But if the novel seems bent, at last, in simply likening wartime profiteering, hoarding, and lavish banqueting to Bertrand’s monstrous appetites, it ultimately sets us up to see the French government’s suppression of the Commune uprising in the final days of May 1871—a week that came to be known as “The Bloody Week”—to be an outsized version of this story and a far more ferocious form of “feeding” than any of Bertrand’s nocturnal exploits. Of the Versaillais’ entry into Paris, our narrator observes, “They were beginning to encircle the remainder of the city still in the hands of the Commune, and wherever their assaults carried a barricade, they set up at once their temporary booths of methodic, pitiless, thorough repression: court-martial, summary execution. And their revenge was 50 to 1.”35 And the narrative’s accounting of these judicially sanctioned executions—“No witnesses, no defense. A couple questions and off went another group of wretches to a convenient wall”—is described not as a filling out of Aymar’s original manuscript but, rather, as a crucial filling in of the historical record.36 For the narrator relates that the Versaillais government, in becoming the victors, “became the legitimists” and that the cruelty of their siege was in turn “lightly passed over by historians.”37 The novel’s unflinchingly gory examination of state-backed violence is, in other words, self-consciously aimed at setting the historical record straight. But in light of global hunger and the rise of Fascist states in Italy and Germany, this taste of 1871 would have seemed in the 1930 at once foreign and all too familiar.

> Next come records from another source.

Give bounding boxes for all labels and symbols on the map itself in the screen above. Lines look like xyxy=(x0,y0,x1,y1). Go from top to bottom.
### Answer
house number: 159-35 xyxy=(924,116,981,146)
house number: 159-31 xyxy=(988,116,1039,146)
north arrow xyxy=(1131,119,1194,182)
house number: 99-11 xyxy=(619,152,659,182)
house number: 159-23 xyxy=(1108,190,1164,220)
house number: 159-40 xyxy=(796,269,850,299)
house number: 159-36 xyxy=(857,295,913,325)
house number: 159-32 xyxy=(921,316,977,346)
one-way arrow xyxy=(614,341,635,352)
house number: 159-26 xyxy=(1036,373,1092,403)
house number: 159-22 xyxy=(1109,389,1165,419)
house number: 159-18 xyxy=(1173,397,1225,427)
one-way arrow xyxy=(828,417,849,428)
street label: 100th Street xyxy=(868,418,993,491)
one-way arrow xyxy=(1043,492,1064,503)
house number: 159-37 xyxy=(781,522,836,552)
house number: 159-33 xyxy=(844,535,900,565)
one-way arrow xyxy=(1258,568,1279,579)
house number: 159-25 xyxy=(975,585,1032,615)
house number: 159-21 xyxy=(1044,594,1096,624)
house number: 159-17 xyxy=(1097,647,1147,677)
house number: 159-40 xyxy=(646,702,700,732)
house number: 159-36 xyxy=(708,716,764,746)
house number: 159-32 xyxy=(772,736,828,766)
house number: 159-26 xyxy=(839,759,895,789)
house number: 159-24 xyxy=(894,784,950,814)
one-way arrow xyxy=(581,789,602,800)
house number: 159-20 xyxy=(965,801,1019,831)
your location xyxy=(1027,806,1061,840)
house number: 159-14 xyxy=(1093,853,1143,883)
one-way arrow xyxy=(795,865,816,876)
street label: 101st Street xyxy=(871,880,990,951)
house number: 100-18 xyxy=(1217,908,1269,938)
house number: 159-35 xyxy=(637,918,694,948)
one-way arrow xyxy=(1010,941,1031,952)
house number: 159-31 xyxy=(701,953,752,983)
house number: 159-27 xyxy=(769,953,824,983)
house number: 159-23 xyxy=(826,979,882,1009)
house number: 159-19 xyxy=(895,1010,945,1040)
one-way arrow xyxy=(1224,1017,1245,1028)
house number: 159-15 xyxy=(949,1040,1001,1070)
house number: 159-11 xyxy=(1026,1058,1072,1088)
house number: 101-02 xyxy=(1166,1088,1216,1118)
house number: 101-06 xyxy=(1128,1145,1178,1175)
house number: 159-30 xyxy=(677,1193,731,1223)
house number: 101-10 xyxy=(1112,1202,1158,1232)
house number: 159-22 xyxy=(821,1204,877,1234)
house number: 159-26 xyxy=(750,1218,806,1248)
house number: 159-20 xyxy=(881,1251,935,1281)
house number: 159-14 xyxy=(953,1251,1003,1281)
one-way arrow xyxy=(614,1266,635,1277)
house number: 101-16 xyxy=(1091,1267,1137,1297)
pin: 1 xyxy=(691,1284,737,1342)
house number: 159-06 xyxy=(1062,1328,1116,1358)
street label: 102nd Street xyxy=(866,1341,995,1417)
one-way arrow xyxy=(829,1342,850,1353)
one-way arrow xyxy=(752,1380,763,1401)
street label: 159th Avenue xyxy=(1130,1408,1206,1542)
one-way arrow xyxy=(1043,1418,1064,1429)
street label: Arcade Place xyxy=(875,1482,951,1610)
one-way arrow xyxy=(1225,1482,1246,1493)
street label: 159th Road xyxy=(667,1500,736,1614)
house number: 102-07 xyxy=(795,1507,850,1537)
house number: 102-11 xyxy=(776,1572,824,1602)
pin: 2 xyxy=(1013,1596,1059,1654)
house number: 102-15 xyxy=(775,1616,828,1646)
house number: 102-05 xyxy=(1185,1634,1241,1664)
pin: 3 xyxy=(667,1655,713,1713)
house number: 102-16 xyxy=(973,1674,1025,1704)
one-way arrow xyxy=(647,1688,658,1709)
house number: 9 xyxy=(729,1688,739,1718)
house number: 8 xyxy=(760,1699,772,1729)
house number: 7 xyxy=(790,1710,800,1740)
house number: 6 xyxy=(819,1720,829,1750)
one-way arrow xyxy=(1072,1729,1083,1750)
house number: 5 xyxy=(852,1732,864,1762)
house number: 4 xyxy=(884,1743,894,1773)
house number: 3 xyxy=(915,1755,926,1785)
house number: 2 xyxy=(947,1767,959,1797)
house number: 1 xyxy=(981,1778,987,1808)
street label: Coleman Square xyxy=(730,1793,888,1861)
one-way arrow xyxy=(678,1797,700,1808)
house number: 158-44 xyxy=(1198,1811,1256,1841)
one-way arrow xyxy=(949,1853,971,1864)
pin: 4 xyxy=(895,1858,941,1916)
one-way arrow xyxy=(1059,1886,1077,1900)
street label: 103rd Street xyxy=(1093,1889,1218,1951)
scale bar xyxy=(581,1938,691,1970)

In turn, The Werewolf of Paris begins to shift our perspective on the horror plot we have so far encountered, leveraging that very plot against the historical one now more prominently in front of us. Aymar, [End Page 33] in looking out at “streets of cadavers,” comes to see, in other words, our ostensibly eponymous werewolf as “but a mild case”:

The Commune shot fifty-seven [prisoners]. Versailles retaliated with nineteen hundred. To that comparison add this one. The whole famous Reign of Terror in fifteen months guillotined 2,596 aristos. The Versaillists executed 20,000 before their firing squads in one week.

. . .

. . . What was a werewolf who killed a couple prostitutes, who dug up a few corpses, compared with these bands of tigers slashing at each other with daily increasing ferocity!38

In so doing, the novel seems to suggest, finally, that horror is the proper genre not only for marshaling radical memory but for reattuning our senses to otherwise forgotten histories. And this brand of radical memory does not shrink from returning to these atrocities or “gory nightmares”—does not, in other words, shy away from offering us a taste of history’s abject horror. And it does not rest at simply mourning them; rather, it actually feeds on them. Dominic LaCapra, in discussing “scenes marked by the compulsive return of a traumatic past,” suggests we find therein that “the future is blocked or fatalistically caught up in a melancholic feedback loop.”39 Yet what interests me most about Endore’s radical remembering is precisely the way in which it reworks horror to other ends, redeploying and fixating on it as a form of protest, as a kind of memory that can spark a revolution and reanimate the future—a medium of what I would term “insurgent” rather than melancholic sensory feeling. Put differently, if Proust’s celebrated madeleine is the most conspicuous sign of the relationship between taste and modern memory, Endore invites us to imagine that a “monster-wolf in human form” might present us with an equally tangible—and far more material—reminder of the radical work that eating can do.40 [End Page 34]

J. Michelle Coghlan

J. Michelle Coghlan is a lecturer in American literature at the University of Manchester (UK). Her forthcoming book, Sensational Internationalism in the Edinburgh Critical Studies in Atlantic Literatures and Cultures series (Edinburgh, Scottland: Edinburgh University Press), recovers the spectacular afterlife of the Paris Commune in late nineteenth- and early twentieth-century US literary, visual, and performance culture. Her project in progress, “Culinary Designs,” chronicles the rise of food writing and the making of American taste in the long nineteenth century. Her recent work has appeared in Arizona Quarterly; the Henry James Review; Must Read: Rediscovering American Bestsellers, ed. Sarah Churchwell and Thomas Ruys Smith (London: Continuum, 2012); and Transforming Henry James, ed. Anna De Biasio, Anna Despotopoulou, and Donatella Izzo (Newcastle upon Tyne: Cambridge Scholars Publishing, 2013).

notes

1. Michael Newberry, “Fast Zombie/Slow Zombie: Food Writing, Horror Movies, and Agribusiness Apocalypse,” American Literary History 24, no. 1 (2012): 90.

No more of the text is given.